Information reviewed by the MCSOS includes the district’s multi-year projection and budget assumptions.
“MCSOS has determined that the district will be unable to meet its financial obligations for the current or subsequent fiscal year,” says the letter from Cecilia Massetti, Ed.D.
Without confidence in the district’s ability to budget effectively, and citing tremendous turnover in administrative positions including principals and directors, among other issues, MCSOS says the district is likely to deplete its cash balances by October, 2018.
Internal control procedures such as cash not being deposited in a timely manner, cash levels not being monitored, and lack of staff to complete routine banking tasks have all contributed to the risk. Meanwhile, says the county office, the cost to maintain external consultants, the Fiscal Crisis and Management Assistance Team (FCMAT) staff, and interim staff is neither sustainable nor manageable, and overall supervision is lacking.
MCSOS plans to take action to ensure that the district meets its financial obligations for the current and subsequent year, the letter notes.
The county plans to hold off on any action that is deemed inconsistent with the school district’s ability to meet its financial obligations, as well as helping the school board to develop a financial plan and budget.

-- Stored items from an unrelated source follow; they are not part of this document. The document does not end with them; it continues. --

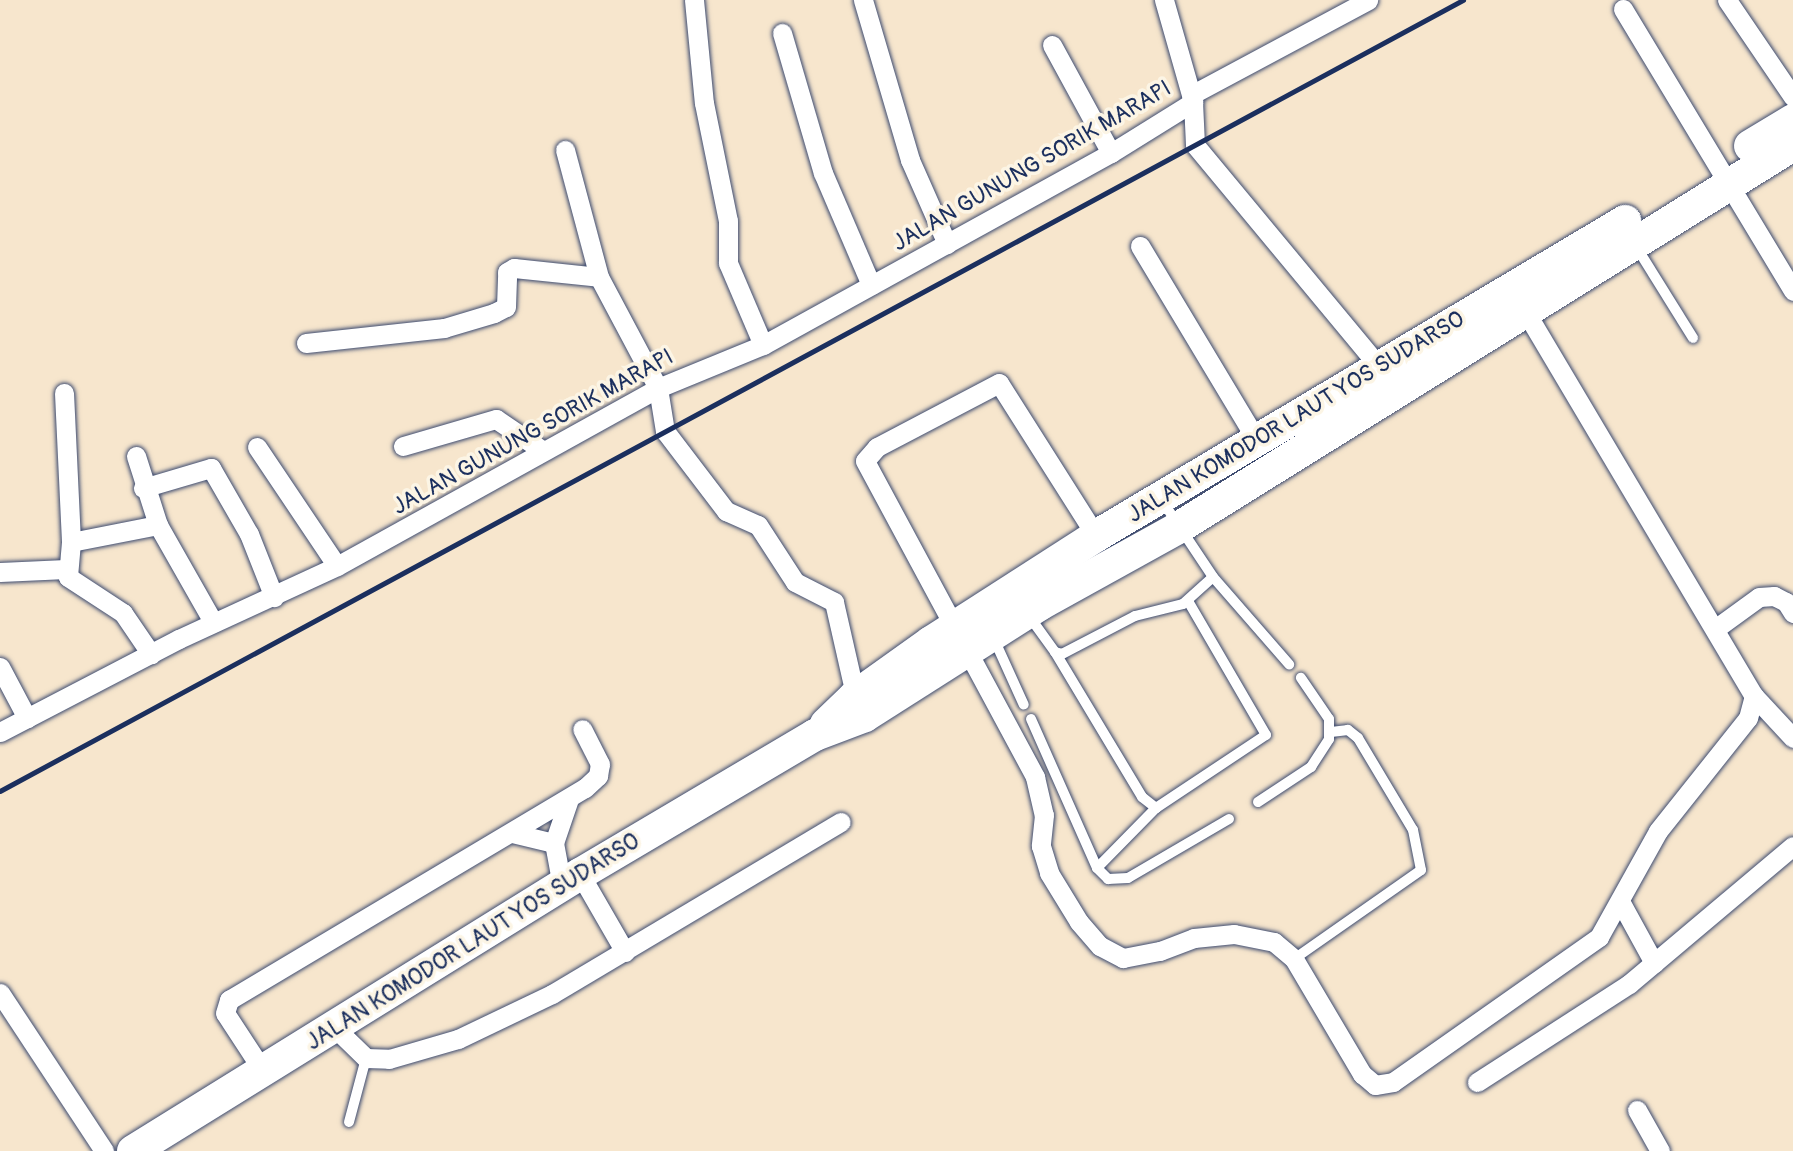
<!DOCTYPE html>
<html>
<head>
<meta charset="utf-8">
<style>
  body { margin:0 }
  #map { position:relative; width:1793px; height:1151px; overflow:hidden; background:#f7e6cd; font-family:Pangolin,sans-serif }
  div>[style] { position:absolute }
  .roads { filter:drop-shadow(0 0 2px #3c4a6f) drop-shadow(0 0 2px #3c4a6f) }
  .service>* { height:10px; margin:-5px; padding:0 5px; transform-origin:5px; border-radius:5px; background:#fff }
  .minor>* { height:19px; margin:-9.5px; padding:0 9.5px; transform-origin:9.5px; border-radius:9.5px; background:#fff }
  .trunk>* { height:32px; margin:-16px; padding:0 16px; transform-origin:16px; border-radius:16px; background:#fff }
  .rail>* { height:4.5px; margin:-2.25px; padding:0 2.25px; transform-origin:2.25px; border-radius:2.25px; background:#1b2f5e }
  span { translate:-50% -50%; white-space:nowrap; text-align:center; line-height:1.15; -webkit-text-stroke:7px #fcf5e5; paint-order:stroke }
  .street-label { font-size:23px; color:#1b2f5e }
</style>
</head>
<body>
<div id="map">
  <div class="roads">
    <div class="service">
      <div style="left:1637px;top:248px;width:106px;rotate:58.1deg"></div>
      <div style="left:1163px;top:502px;width:90px;rotate:56.3deg"></div>
      <div style="left:1213px;top:577px;width:116px;rotate:48.9deg"></div>
      <div style="left:1029px;top:616px;width:44px;rotate:54.2deg"></div>
      <div style="left:1055px;top:652px;width:7px;rotate:16deg"></div>
      <div style="left:1062px;top:654px;width:82px;rotate:-27.5deg"></div>
      <div style="left:1135px;top:616px;width:49px;rotate:-14deg"></div>
      <div style="left:1183px;top:604px;width:40px;rotate:-42deg"></div>
      <div style="left:994px;top:639px;width:72px;rotate:65.6deg"></div>
      <div style="left:1055px;top:652px;width:169px;rotate:59deg"></div>
      <div style="left:1142px;top:797px;width:18px;rotate:38deg"></div>
      <div style="left:1156px;top:808px;width:132px;rotate:-33.6deg"></div>
      <div style="left:1266px;top:735px;width:155px;rotate:-120.2deg"></div>
      <div style="left:1031px;top:719px;width:163px;rotate:66.1deg"></div>
      <div style="left:1097px;top:868px;width:16px;rotate:45deg"></div>
      <div style="left:1108px;top:879px;width:20px;rotate:-3deg"></div>
      <div style="left:1128px;top:878px;width:117px;rotate:-30.3deg"></div>
      <div style="left:1258px;top:802px;width:64px;rotate:-33.4deg"></div>
      <div style="left:1311px;top:767px;width:33px;rotate:-57deg"></div>
      <div style="left:1329px;top:739px;width:20px;rotate:-90deg"></div>
      <div style="left:1329px;top:719px;width:50px;rotate:-124.3deg"></div>
      <div style="left:1097px;top:868px;width:84px;rotate:-45.5deg"></div>
      <div style="left:1294px;top:959px;width:155px;rotate:-35deg"></div>
      <div style="left:1421px;top:870px;width:41px;rotate:-101.3deg"></div>
      <div style="left:1413px;top:830px;width:107px;rotate:-120.9deg"></div>
      <div style="left:1358px;top:738px;width:13px;rotate:-141deg"></div>
      <div style="left:1348px;top:730px;width:17px;rotate:173deg"></div>
      <div style="left:349px;top:1122px;width:66px;rotate:-75.1deg"></div>
    </div>
    <div class="minor">
      <div style="left:694px;top:0;width:103px;rotate:84.5deg"></div>
      <div style="left:704px;top:103px;width:120px;rotate:78.5deg"></div>
      <div style="left:728px;top:221px;width:42px;rotate:90deg"></div>
      <div style="left:728px;top:263px;width:89px;rotate:66.9deg"></div>
      <div style="left:863px;top:0;width:167px;rotate:73.6deg"></div>
      <div style="left:910px;top:160px;width:92px;rotate:66.2deg"></div>
      <div style="left:1164px;top:0;width:106px;rotate:74.1deg"></div>
      <div style="left:1193px;top:102px;width:43px;rotate:87.3deg"></div>
      <div style="left:1195px;top:145px;width:299px;rotate:50.3deg"></div>
      <div style="left:1727px;top:0;width:117px;rotate:55.8deg"></div>
      <div style="left:1623px;top:9px;width:329px;rotate:58.9deg"></div>
      <div style="left:782px;top:33px;width:146px;rotate:73.7deg"></div>
      <div style="left:823px;top:173px;width:122px;rotate:66.8deg"></div>
      <div style="left:1052px;top:45px;width:123px;rotate:61.4deg"></div>
      <div style="left:1191px;top:95px;width:201px;rotate:-28.2deg"></div>
      <div style="left:565px;top:150px;width:131px;rotate:75deg"></div>
      <div style="left:599px;top:277px;width:126px;rotate:62deg"></div>
      <div style="left:658px;top:388px;width:44px;rotate:80.8deg"></div>
      <div style="left:665px;top:431px;width:101px;rotate:52.7deg"></div>
      <div style="left:726px;top:511px;width:35px;rotate:24deg"></div>
      <div style="left:758px;top:525px;width:68px;rotate:57deg"></div>
      <div style="left:795px;top:582px;width:44px;rotate:27.1deg"></div>
      <div style="left:834px;top:602px;width:104px;rotate:77.2deg"></div>
      <div style="left:1140px;top:246px;width:225px;rotate:59deg"></div>
      <div style="left:1524px;top:309px;width:450px;rotate:59.3deg"></div>
      <div style="left:1754px;top:696px;width:57px;rotate:47.1deg"></div>
      <div style="left:306px;top:343px;width:139px;rotate:-6.2deg"></div>
      <div style="left:444px;top:328px;width:52px;rotate:-16.7deg"></div>
      <div style="left:494px;top:313px;width:13px;rotate:-27deg"></div>
      <div style="left:506px;top:307px;width:35px;rotate:-88deg"></div>
      <div style="left:507px;top:272px;width:8px;rotate:-30deg"></div>
      <div style="left:514px;top:268px;width:85px;rotate:6deg"></div>
      <div style="left:64px;top:393px;width:149px;rotate:87.3deg"></div>
      <div style="left:71px;top:542px;width:35px;rotate:95deg"></div>
      <div style="left:68px;top:577px;width:66px;rotate:33.2deg"></div>
      <div style="left:123px;top:613px;width:50px;rotate:55.7deg"></div>
      <div style="left:403px;top:446px;width:97px;rotate:-16.2deg"></div>
      <div style="left:496px;top:419px;width:55px;rotate:34deg"></div>
      <div style="left:257px;top:447px;width:143px;rotate:56.1deg"></div>
      <div style="left:136px;top:456px;width:72px;rotate:72.3deg"></div>
      <div style="left:158px;top:525px;width:112px;rotate:60.4deg"></div>
      <div style="left:143px;top:488px;width:71px;rotate:-16.4deg"></div>
      <div style="left:211px;top:468px;width:76px;rotate:60.1deg"></div>
      <div style="left:249px;top:534px;width:68px;rotate:68.4deg"></div>
      <div style="left:1096px;top:536px;width:181px;rotate:-122.4deg"></div>
      <div style="left:999px;top:383px;width:138px;rotate:152.3deg"></div>
      <div style="left:877px;top:447px;width:18px;rotate:131deg"></div>
      <div style="left:865px;top:461px;width:359px;rotate:61.7deg"></div>
      <div style="left:1035px;top:777px;width:39px;rotate:77deg"></div>
      <div style="left:1044px;top:815px;width:31px;rotate:96deg"></div>
      <div style="left:1041px;top:846px;width:28px;rotate:73deg"></div>
      <div style="left:1049px;top:873px;width:57px;rotate:58.5deg"></div>
      <div style="left:1079px;top:922px;width:32px;rotate:49deg"></div>
      <div style="left:1100px;top:946px;width:26px;rotate:28deg"></div>
      <div style="left:1123px;top:958px;width:38px;rotate:-11deg"></div>
      <div style="left:1160px;top:951px;width:36px;rotate:-21deg"></div>
      <div style="left:1194px;top:938px;width:40px;rotate:-5.7deg"></div>
      <div style="left:1234px;top:934px;width:41px;rotate:11.3deg"></div>
      <div style="left:1274px;top:942px;width:26px;rotate:40deg"></div>
      <div style="left:1294px;top:959px;width:134px;rotate:59.4deg"></div>
      <div style="left:1362px;top:1074px;width:17px;rotate:40deg"></div>
      <div style="left:1375px;top:1085px;width:18px;rotate:-9deg"></div>
      <div style="left:1393px;top:1082px;width:252px;rotate:-35.1deg"></div>
      <div style="left:1599px;top:937px;width:121px;rotate:-60.9deg"></div>
      <div style="left:1658px;top:831px;width:144px;rotate:-51.5deg"></div>
      <div style="left:1748px;top:718px;width:23px;rotate:-75deg"></div>
      <div style="left:71px;top:542px;width:89px;rotate:-11.1deg"></div>
      <div style="left:0;top:572px;width:66px;rotate:-2.6deg"></div>
      <div style="left:1715px;top:629px;width:54px;rotate:-36deg"></div>
      <div style="left:1759px;top:597px;width:15px;rotate:-4deg"></div>
      <div style="left:1774px;top:596px;width:13px;rotate:27deg"></div>
      <div style="left:1786px;top:602px;width:13px;rotate:58deg"></div>
      <div style="left:0;top:667px;width:58px;rotate:62.1deg"></div>
      <div style="left:0;top:732px;width:202px;rotate:-27.5deg"></div>
      <div style="left:179px;top:639px;width:174px;rotate:-24.8deg"></div>
      <div style="left:337px;top:566px;width:367px;rotate:-29deg"></div>
      <div style="left:658px;top:388px;width:113px;rotate:-22.3deg"></div>
      <div style="left:763px;top:345px;width:397px;rotate:-28.9deg"></div>
      <div style="left:1111px;top:153px;width:97px;rotate:-31.9deg"></div>
      <div style="left:512px;top:833px;width:43px;rotate:13.4deg"></div>
      <div style="left:580px;top:874px;width:90px;rotate:60deg"></div>
      <div style="left:562px;top:886px;width:44px;rotate:-100.5deg"></div>
      <div style="left:554px;top:843px;width:46px;rotate:-71.2deg"></div>
      <div style="left:1620px;top:901px;width:71px;rotate:61.3deg"></div>
      <div style="left:0;top:993px;width:189px;rotate:56.6deg"></div>
      <div style="left:334px;top:1027px;width:45px;rotate:44.1deg"></div>
      <div style="left:366px;top:1058px;width:23px;rotate:2deg"></div>
      <div style="left:389px;top:1059px;width:72px;rotate:-16.2deg"></div>
      <div style="left:458px;top:1039px;width:104px;rotate:-25.6deg"></div>
      <div style="left:552px;top:994px;width:336px;rotate:-30.8deg"></div>
      <div style="left:263px;top:1071px;width:69px;rotate:-123.2deg"></div>
      <div style="left:225px;top:1013px;width:14px;rotate:-73deg"></div>
      <div style="left:229px;top:1000px;width:414px;rotate:-30.8deg"></div>
      <div style="left:585px;top:788px;width:18px;rotate:-43deg"></div>
      <div style="left:598px;top:776px;width:12px;rotate:-81deg"></div>
      <div style="left:600px;top:764px;width:39px;rotate:-117deg"></div>
      <div style="left:1477px;top:1082px;width:181px;rotate:-32.8deg"></div>
      <div style="left:1629px;top:984px;width:214px;rotate:-40.1deg"></div>
      <div style="left:1637px;top:1110px;width:47px;rotate:60.7deg"></div>
    </div>
    <div class="trunk">
      <div style="left:1750px;top:146px;width:50px;rotate:-31.2deg"></div>
      <div style="left:826px;top:724px;width:39px;rotate:-44deg"></div>
      <div style="left:854px;top:697px;width:95px;rotate:-35.5deg"></div>
      <div style="left:931px;top:642px;width:196px;rotate:-32.7deg"></div>
      <div style="left:1096px;top:536px;width:616px;rotate:-30.77deg"></div>
      <div style="left:133px;top:1151px;width:526px;rotate:-31.79deg"></div>
      <div style="left:580px;top:874px;width:273px;rotate:-30.6deg"></div>
      <div style="left:815px;top:735px;width:53px;rotate:-20.8deg"></div>
      <div style="left:865px;top:716px;width:206px;rotate:-32.5deg"></div>
      <div style="left:1039px;top:605px;width:159px;rotate:-29deg"></div>
      <div style="left:1178px;top:528px;width:725px;rotate:-31.91deg"></div>
    </div>
  </div>
  <div class="rail">
    <div style="left:0;top:791px;width:1663px;rotate:-28.4deg"></div>
  </div>
  <div class="street-label">
    <span style="left:1032px;top:166px;rotate:-30deg">JALAN GUNUNG SORIK MARAPI</span>
    <span style="left:1296px;top:417px;rotate:-31deg">JALAN KOMODOR LAUT YOS SUDARSO</span>
    <span style="left:533px;top:432px;rotate:-29deg">JALAN GUNUNG SORIK MARAPI</span>
    <span style="left:473px;top:942px;rotate:-32deg">JALAN KOMODOR LAUT YOS SUDARSO</span>
  </div>
</div>
</body>
</html>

MCSOS has assigned a fiscal advisor to work with district staff to improve the district’s financial condition. Ms. Jamie Perry will perform any or of all of the duties required of the MCSOS, a practice that will continue until the district is able to attain a qualified financial status.
The letter goes on to address the county’s various concerns, including standard business practices.
The county says the state’s Legislative Analyst’s Office has proposed giving high priority to building strong reserves and eliminating debt.
“In YUSD’s case, without adequate reserves already in place, significant concerns exist about the district weathering any future uncertainty, as this is not factored into the already bleak [Multi-Year Projection] MYP.”
The county letter expresses dismay over budget preparation and documentation, turnover in superintendents, a long-vacant payroll position, and administrative staff turnover after the Executive Assistant to the Superintendent left the district in November. MCSOS notes that a Director of Special Projects was hired with no experience in accounting and a notable lack of fiscal experience, overall. The Director of Special Projects resigned in December.
Further concerns were that the district hired a consultant to close the 2016-17 financials, and the district and county together hired a consultant to complete the annual audit, Federal Program Monitoring (FPM) audit and First Interim report. New hires, vacant positions, a lack of negotiations with teacher and staff unions, declining enrollment, lack of planning, and oversight of the district’s two independent charter schools were also among the concerns of the MCSOS.
Specific action is required, by the time of the Second Interim Report, says the County Office of Education.
The district is required to update its MYP and provide the county with a report by Feb. 2, which should incorporate the most recent parameters in the governor’s budget, as well as any program changes or budget cuts that the district board has approved.
The report should also contain any current successfully negotiated contracts that affect this and future years, the county says. Only successfully negotiated contracts will be included on the report.
The county recommends that staffing, class sizes and class schedule options be reviewed by Jan. 31 to ensure reductions that lead to financial solvency. Before issuing any non-voter approved debt, the district must have the word of the County Office of Education that they could repay the debt.
The district must provide the county office with a copy of any study, report, evaluation or audit if the study contains evidence of financial impact or fiscal distress under the state standards and criteria.
Finally, the county reminds the district that the Second Interim Report must be filed with the County Office of Education no later than Mar. 15, 2018.